What is acupuncture?
Acupuncture is a part of traditional Chinese medicine. It is based on the belief that living beings have a vital energy, called “qi” that circulates in the twelve invisible energy lines known as meridians on the body. Each meridian is associated with a different organ system. An imbalance in the flow of “qi” in the meridian is the cause of disease.
Acupuncture literally means “needle piercing” the practice of inserting very fine needles into the skin to stimulate specific anatomic points in the body (called acupoints or acupuncture points) for therapeutic purposes. Along with the usual method of puncturing the skin with the fine needles, the practitioners of acupuncture also use heat, pressure, friction, suction, or impulses of electromagnetic energy to stimulate the points. The acupoints (acupuncture points) are stimulated to balance the movement of energy (qi) in the body to restore health.
History of acupuncture?
Acupuncture originated over three thousand years ago in China. It was discussed for the first time in the Chinese medical scripture known as Huang Di Nei Jing. In the sixth century, the practice of Chinese medicine began spreading to Japan along with the propagation of Buddhism.
In the beginning, bamboo and sharp stones were used for the Acupuncture treatment. Later on replaced with bamboo clips and fish bones. With the advancement in technology, metal needles began to be used for acupuncture treatment. It was in 17th century that Waichi Sugiyama, who wanted to develop a quick and painless method of insertion, developed a small tube like structure through which needles could be inserted. This technique continues to be used even today in all parts of the world by acupuncturists, particularly in Japan. At present, the needles used are as thin as hair due which the treatment has become painless.
Acupuncture gained attention in the United States when President Nixon visited China in 1972. Traveling with Nixon was New York Times reporter James Reston, who received acupuncture in China after undergoing an emergency appendectomy. Reston was so impressed with the post-operative pain relief he experienced from the procedure that he wrote about acupuncture upon returning to the United States
In 1995, the acupuncture needles were accepted as medical instruments by the United States Food and Drug Administration. They assured that acupuncture needles were effective and safe for use. In 1997, the U.S. National Institutes of Health (NIH) formally recognized acupuncture as a mainstream medicine healing option with a statement documenting the procedure’s safety and efficacy for treating a range of health conditions. While awareness of acupuncture is growing, many conventional physicians are still unfamiliar with both the theory and practice of acupuncture. There are hundreds of clinical studies on the benefits of acupuncture now. Acupuncture has been used successfully in the treatment of conditions ranging from musculoskeletal problems (back pain, neck pain, and others), nausea, migraine headache, anxiety, and insomnia.

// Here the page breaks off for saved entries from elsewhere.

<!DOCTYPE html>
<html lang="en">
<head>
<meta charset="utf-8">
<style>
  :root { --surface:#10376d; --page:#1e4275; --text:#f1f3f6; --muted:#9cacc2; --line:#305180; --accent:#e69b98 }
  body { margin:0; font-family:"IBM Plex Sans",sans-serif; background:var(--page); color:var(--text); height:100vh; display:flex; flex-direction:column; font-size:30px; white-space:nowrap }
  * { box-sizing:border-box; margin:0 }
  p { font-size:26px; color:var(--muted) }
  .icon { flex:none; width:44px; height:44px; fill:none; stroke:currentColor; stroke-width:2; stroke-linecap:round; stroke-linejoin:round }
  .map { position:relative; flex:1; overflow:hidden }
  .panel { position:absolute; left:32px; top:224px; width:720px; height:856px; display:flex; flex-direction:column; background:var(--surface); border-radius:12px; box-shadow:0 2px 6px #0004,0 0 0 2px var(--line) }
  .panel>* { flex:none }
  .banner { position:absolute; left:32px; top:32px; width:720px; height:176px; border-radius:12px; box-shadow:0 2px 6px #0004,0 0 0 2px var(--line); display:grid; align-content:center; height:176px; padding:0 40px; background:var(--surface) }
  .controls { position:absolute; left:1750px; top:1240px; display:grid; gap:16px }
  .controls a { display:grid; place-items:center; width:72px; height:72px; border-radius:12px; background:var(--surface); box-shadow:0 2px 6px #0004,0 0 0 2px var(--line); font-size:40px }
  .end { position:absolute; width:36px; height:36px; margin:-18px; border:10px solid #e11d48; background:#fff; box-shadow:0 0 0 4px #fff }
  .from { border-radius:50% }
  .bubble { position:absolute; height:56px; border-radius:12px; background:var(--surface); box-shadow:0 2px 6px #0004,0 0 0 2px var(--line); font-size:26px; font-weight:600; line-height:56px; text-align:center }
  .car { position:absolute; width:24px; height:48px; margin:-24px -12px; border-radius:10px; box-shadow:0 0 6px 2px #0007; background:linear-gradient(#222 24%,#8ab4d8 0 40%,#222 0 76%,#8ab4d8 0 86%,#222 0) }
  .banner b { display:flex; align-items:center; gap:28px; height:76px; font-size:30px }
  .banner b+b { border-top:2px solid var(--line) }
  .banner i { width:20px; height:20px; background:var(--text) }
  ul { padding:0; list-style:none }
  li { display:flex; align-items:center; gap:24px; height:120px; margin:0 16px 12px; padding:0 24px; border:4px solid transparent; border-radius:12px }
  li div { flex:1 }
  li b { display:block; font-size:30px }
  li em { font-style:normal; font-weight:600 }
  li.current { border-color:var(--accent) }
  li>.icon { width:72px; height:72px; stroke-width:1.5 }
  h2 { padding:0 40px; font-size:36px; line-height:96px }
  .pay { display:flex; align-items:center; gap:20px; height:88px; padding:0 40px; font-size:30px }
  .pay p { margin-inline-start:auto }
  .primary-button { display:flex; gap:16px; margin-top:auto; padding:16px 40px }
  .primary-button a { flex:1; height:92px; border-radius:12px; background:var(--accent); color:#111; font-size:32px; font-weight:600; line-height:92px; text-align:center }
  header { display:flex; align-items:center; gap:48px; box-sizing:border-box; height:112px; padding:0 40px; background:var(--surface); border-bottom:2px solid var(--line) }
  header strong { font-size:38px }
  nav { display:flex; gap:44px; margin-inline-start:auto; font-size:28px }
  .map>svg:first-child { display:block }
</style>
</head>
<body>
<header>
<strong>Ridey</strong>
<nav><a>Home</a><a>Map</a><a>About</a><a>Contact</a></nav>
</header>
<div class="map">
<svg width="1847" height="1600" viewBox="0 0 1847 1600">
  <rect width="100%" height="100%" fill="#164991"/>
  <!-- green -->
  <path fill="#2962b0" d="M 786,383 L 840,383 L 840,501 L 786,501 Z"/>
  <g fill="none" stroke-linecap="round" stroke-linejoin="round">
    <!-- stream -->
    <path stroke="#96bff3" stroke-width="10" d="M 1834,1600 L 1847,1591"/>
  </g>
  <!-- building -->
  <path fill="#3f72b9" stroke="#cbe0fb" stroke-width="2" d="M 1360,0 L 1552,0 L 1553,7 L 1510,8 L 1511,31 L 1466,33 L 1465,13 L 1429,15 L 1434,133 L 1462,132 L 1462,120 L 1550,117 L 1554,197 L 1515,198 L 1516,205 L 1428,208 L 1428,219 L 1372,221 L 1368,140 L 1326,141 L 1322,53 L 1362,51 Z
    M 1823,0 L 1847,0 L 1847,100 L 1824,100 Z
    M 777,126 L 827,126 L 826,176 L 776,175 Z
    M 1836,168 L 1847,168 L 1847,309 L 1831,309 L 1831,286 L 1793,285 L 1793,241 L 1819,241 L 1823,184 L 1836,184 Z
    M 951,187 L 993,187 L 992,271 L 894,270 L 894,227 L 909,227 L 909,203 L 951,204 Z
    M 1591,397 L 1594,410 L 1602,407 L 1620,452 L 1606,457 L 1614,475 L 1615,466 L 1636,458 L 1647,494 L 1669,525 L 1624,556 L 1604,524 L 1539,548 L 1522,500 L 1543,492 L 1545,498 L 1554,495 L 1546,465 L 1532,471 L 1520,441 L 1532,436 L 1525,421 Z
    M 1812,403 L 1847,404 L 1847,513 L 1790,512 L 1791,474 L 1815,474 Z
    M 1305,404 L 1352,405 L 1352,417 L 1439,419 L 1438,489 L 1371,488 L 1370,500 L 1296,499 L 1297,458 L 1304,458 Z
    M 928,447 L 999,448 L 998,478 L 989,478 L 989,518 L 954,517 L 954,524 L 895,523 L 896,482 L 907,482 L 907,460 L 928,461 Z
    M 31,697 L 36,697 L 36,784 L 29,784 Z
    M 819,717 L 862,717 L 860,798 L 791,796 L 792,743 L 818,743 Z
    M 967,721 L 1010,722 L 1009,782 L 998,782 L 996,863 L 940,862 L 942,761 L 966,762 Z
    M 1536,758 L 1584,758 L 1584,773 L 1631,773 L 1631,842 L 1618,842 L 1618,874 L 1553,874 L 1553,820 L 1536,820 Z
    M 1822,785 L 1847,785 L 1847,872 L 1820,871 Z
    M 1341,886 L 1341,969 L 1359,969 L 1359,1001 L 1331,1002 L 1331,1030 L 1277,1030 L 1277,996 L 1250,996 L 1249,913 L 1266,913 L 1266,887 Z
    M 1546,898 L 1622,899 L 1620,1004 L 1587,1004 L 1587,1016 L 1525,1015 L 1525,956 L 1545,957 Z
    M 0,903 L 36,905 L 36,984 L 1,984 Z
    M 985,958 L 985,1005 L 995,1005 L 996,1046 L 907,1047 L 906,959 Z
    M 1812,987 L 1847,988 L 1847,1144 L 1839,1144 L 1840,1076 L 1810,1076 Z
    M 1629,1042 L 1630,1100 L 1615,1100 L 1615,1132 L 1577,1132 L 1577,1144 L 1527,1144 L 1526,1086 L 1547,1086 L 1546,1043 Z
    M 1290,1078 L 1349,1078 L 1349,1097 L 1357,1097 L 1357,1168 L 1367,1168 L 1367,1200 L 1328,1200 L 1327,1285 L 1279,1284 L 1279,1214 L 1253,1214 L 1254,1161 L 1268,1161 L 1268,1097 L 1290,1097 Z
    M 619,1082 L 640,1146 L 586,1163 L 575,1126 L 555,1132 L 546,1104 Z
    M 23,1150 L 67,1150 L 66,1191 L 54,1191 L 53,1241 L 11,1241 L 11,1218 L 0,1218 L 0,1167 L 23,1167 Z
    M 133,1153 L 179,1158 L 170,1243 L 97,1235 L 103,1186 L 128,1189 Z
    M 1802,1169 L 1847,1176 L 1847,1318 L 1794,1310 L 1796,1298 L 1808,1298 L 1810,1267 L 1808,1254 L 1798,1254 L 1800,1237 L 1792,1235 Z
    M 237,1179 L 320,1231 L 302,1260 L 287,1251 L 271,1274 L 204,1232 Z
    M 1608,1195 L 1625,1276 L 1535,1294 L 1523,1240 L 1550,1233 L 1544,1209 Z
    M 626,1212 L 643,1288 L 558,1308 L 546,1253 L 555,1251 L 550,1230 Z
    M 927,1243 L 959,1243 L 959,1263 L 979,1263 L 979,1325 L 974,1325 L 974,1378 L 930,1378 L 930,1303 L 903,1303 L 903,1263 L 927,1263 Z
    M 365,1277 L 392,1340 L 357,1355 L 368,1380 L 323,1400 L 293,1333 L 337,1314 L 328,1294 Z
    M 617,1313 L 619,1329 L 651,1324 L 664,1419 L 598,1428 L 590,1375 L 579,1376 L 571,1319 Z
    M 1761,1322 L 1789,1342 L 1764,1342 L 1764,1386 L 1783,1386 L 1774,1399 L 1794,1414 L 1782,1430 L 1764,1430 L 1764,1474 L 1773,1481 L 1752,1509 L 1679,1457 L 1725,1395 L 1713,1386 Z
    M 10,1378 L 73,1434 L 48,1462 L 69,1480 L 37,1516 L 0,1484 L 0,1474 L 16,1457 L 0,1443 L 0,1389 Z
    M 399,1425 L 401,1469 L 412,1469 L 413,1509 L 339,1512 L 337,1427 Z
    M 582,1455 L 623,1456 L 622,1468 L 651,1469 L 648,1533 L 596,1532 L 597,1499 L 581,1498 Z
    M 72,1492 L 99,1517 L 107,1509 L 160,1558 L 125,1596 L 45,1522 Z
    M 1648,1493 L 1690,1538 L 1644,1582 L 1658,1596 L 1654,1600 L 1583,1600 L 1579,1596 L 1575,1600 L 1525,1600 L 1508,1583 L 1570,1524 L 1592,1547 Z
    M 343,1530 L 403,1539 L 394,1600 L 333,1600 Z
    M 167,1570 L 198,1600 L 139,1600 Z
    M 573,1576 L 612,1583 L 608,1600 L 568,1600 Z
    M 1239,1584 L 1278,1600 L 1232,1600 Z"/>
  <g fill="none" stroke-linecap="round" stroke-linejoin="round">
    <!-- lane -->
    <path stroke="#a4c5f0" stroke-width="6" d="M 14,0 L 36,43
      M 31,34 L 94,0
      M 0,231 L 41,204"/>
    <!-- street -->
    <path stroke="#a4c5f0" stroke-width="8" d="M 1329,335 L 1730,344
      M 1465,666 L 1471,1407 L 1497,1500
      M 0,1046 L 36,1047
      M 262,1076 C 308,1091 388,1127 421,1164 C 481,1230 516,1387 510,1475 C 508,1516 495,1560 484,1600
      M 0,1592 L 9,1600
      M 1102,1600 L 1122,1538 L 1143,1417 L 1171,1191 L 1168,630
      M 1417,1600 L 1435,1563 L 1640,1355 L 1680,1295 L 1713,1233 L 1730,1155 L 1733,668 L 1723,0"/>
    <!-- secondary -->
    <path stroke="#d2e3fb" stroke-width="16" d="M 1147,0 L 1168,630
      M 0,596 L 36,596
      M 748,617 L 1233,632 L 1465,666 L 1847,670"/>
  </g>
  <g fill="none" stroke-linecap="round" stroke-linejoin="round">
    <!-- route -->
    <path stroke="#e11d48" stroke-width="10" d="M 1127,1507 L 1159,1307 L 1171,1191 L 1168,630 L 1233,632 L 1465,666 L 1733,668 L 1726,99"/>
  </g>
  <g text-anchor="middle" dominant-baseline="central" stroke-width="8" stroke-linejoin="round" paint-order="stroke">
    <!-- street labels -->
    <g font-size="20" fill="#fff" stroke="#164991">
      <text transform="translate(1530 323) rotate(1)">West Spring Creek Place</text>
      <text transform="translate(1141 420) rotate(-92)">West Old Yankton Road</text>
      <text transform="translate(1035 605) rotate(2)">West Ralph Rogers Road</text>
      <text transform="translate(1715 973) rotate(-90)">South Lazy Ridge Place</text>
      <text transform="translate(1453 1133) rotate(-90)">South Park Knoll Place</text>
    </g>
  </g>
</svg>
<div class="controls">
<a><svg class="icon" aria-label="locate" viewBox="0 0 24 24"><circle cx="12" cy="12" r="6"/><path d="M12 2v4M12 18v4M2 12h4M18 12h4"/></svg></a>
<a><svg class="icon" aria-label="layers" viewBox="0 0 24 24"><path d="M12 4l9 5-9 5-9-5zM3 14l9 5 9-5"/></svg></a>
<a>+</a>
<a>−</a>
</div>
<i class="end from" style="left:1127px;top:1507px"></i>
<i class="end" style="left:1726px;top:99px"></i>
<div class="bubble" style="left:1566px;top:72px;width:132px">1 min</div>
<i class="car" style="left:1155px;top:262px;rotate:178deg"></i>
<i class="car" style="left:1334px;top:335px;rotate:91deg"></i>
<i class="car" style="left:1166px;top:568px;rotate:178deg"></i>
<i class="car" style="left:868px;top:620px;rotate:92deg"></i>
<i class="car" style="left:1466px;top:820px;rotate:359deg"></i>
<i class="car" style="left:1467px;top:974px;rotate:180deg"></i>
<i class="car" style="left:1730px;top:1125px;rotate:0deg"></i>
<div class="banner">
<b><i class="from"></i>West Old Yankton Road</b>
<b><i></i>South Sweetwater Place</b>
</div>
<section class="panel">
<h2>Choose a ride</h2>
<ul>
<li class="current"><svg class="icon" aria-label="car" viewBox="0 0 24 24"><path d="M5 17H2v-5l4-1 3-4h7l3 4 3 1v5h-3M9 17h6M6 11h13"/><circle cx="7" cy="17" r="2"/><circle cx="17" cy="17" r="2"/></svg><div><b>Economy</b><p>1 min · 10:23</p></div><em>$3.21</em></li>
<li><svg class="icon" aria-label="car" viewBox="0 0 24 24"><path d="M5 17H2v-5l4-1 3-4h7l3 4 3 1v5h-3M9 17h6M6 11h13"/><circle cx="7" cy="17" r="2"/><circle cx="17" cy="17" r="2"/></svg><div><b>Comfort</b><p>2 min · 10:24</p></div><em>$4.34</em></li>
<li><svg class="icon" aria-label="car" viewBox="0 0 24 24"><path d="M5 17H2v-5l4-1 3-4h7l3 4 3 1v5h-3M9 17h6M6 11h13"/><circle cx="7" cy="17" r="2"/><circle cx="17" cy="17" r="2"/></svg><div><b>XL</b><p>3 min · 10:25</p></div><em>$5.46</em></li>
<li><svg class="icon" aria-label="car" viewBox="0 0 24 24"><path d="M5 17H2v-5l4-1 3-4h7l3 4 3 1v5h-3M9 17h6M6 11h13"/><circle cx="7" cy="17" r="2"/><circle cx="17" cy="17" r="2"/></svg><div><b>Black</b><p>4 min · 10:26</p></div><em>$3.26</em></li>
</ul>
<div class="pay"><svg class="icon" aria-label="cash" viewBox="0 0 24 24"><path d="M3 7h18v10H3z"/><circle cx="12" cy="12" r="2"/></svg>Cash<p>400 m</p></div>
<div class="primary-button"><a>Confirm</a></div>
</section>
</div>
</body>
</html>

How does acupuncture work?
There are two explanations for Acupuncture –how does it work?
1. Eastern Explanation
2. Western Explanation
1. Eastern Explanation:
The Eastern Explanation is that Acupuncture works on the basis of life energy flowing through the body which is called Qi (pronounced chee) can be influenced and balanced by stimulating specific points on the body. These points are located along channels of energy known as meridians that connect all of our major organs. According to Chinese medical theory, illness arises when the cyclical flow of Qi in the meridians becomes unbalanced or is blocked.
2. Western Explanation:
Acupuncture points are areas of designated electrical sensitivity. Inserting needles at these points stimulates various sensory receptors that, in turn, stimulate nerves that transmit impulses to the hypothalamic-pituitary system at the base of the brain.
The hypothalamus-pituitary glands are responsible for releasing neurotransmitters and endorphins, the body’s natural pain-killing hormones. It is estimated that endorphins are 200 times more potent than morphine. Endorphins also play a big role in the functioning of the hormonal system. This is why acupuncture works well for back pain and arthritis and also for P.M.S. and infertility.
The substances released as a result of acupuncture not only relax the whole body, they regulate serotonin in the brain which plays a role in human and animal disposition. This is why depression is often treated with acupuncture. Some of the physiological effects observed throughout the body include increased circulation, decreased inflammation, relief from pain, relief of muscle spasms and increased T-cell count which stimulates the immune system.
The de qi sensation, or the numbing, tingling sensation caused by the needling, is thought to be essential to the therapeutic effect of acupuncture in TCM and some other styles of acupuncture. This sensation is a result of the activation of nerve fibbers, which are thought to transmit impulses to the spinal cord, thus activating the central nervous system.